Different methods have been used to detect the ocular blood perfusion in clinical practice and experimental research. Fluorescein angiography (FA) and indocyanine green angiography provide qualitative evaluation of retinal and choroidal circulation, but do not provide objective quantitative measurements.6 ,7 Although laser Doppler flowmetry (LDF) and laser speckle flowgraphy (LSFG) can measure retinal blood flow, the results are too variable to be used in clinical diagnosis.8 ,9 MRI ocular blood flow measurement has low spatial resolution and long acquisition time, is susceptible to movement artefacts, is limited by assumptions in the blood flow calculation, and has relatively high costs.10 Ultrasound colour Doppler imaging (CDI) can provide independent haemodynamic measurements of the retinal and uveal vascular beds, but due to limited resolution, it cannot provide precise measurements of retinal microcirculation.11
As a non-invasive imaging technique, optical coherence tomography (OCT) has been commonly used worldwide for clinical diagnosis of some ocular diseases. Moreover, OCT has also been explored in a research capacity in MS. Using commercial OCT, it has been demonstrated that retinal structure defects occur in MS patients, such as thinning of the retinal nerve fibre layer (RNFL) and the combined retinal ganglion cell and inner plexiform layers.12 These changes are due to retrograde axonal degeneration of the optic nerve axons after clinically apparent and subclinical ON, and possibly due to primary neurodegenerative pathology. OCT technology can provide retinal structural information and also blood perfusion information in some retinal diseases. Doppler OCT has been able to obtain precise measurement of total retinal blood flow calculated from the Doppler frequency shift of backscattered light. While appropriate for large vessels around ONH, Doppler OCT is not sensitive enough to accurately measure the low velocities of small vessels.13
Recently, we developed a method of measuring local circulation using high-speed OCT to perform quantitative angiography. Using the split-spectrum amplitude-decorrelation angiography (SSADA) algorithm, ONH perfusion can be quantified.14 The purpose of this study was to measure the microcirculation in the ONH and parafoveal retinal regions of MS eyes with and without a history of ON compared with healthy control (HC) eyes, and to investigate the retinal haemodynamic changes in MS. To the best of our knowledge, this is the first study using OCT angiography in MS.

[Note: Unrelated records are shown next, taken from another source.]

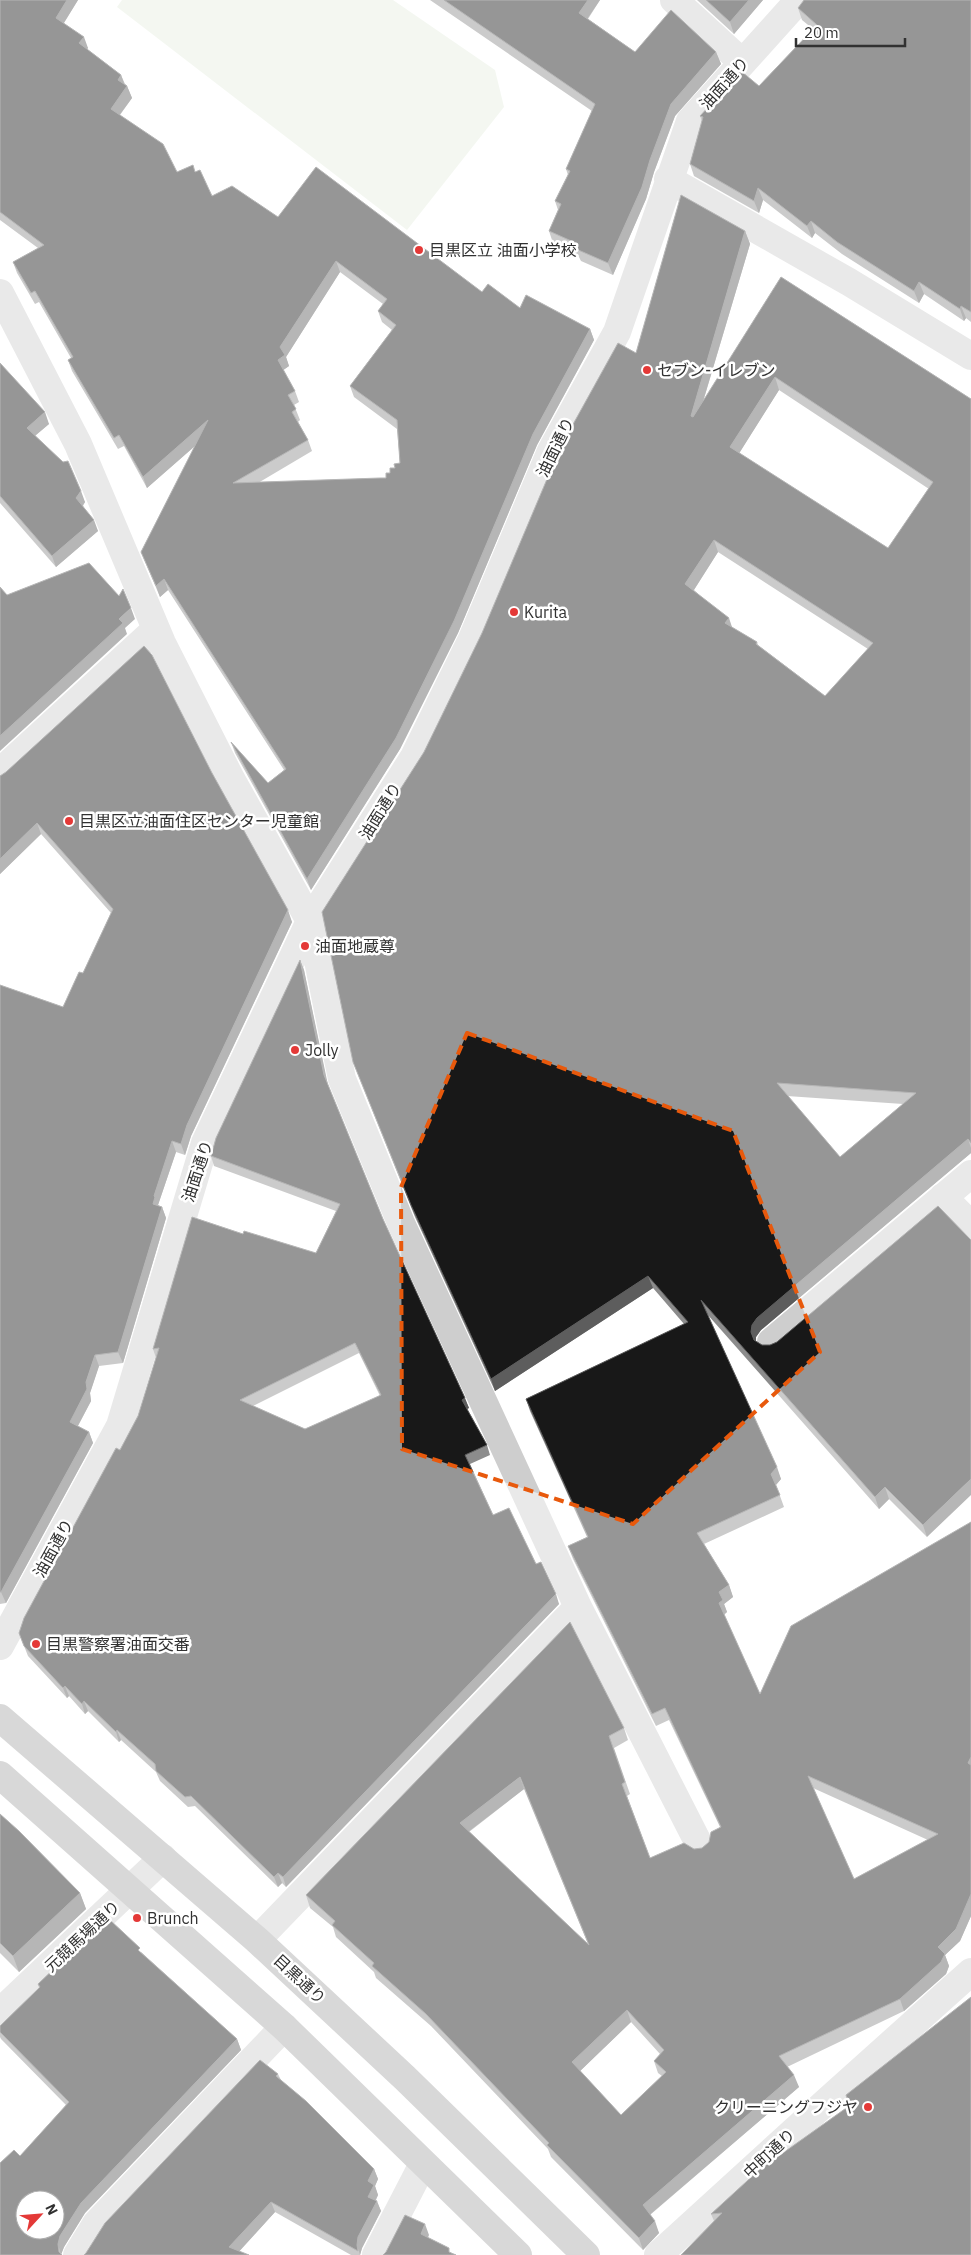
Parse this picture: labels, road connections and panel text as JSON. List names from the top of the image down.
{
  "streets": {
    "main road": ["目黒通り"],
    "street": ["油面通り", "元競馬場通り", "中町通り"]
  },
  "crossings": [
    ["元競馬場通り", "目黒通り"]
  ],
  "places": [
    "目黒区立 油面小学校",
    "セブン-イレブン",
    "Kurita",
    "目黒区立油面住区センター児童館",
    "油面地蔵尊",
    "Jolly",
    "目黒警察署油面交番",
    "Brunch",
    "クリーニングフジヤ"
  ],
  "scale_bar": "20 m",
  "north": "top right"
}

This study was performed at the Casey Eye Institute at the Oregon Health & Science University (OHSU, Portland, Oregon, USA). The research protocols were approved by the institutional review boards and carried out in accordance with the tenets of the Declaration of Helsinki. Written informed consent was obtained from each subject after explanation of the nature of this study.
The HC subjects were part of the Advanced Imaging for Glaucoma Study (AIGS). Their inclusion criteria were a normal Humphrey Swedish Interactive Threshold Algorithm (SITA) 24-2 standard visual field within 95% limits of the normal reference, intraocular pressures (IOP) of less than 21 mm Hg in both eyes, glaucoma hemifield test within 97% limits, normal appearing ONH and RNFL, central corneal thickness of more than 500 µm, an open anterior chamber angle as observed by gonioscopy, and no history of ocular or systemic corticosteroid use (http://www.AIGStudy.net).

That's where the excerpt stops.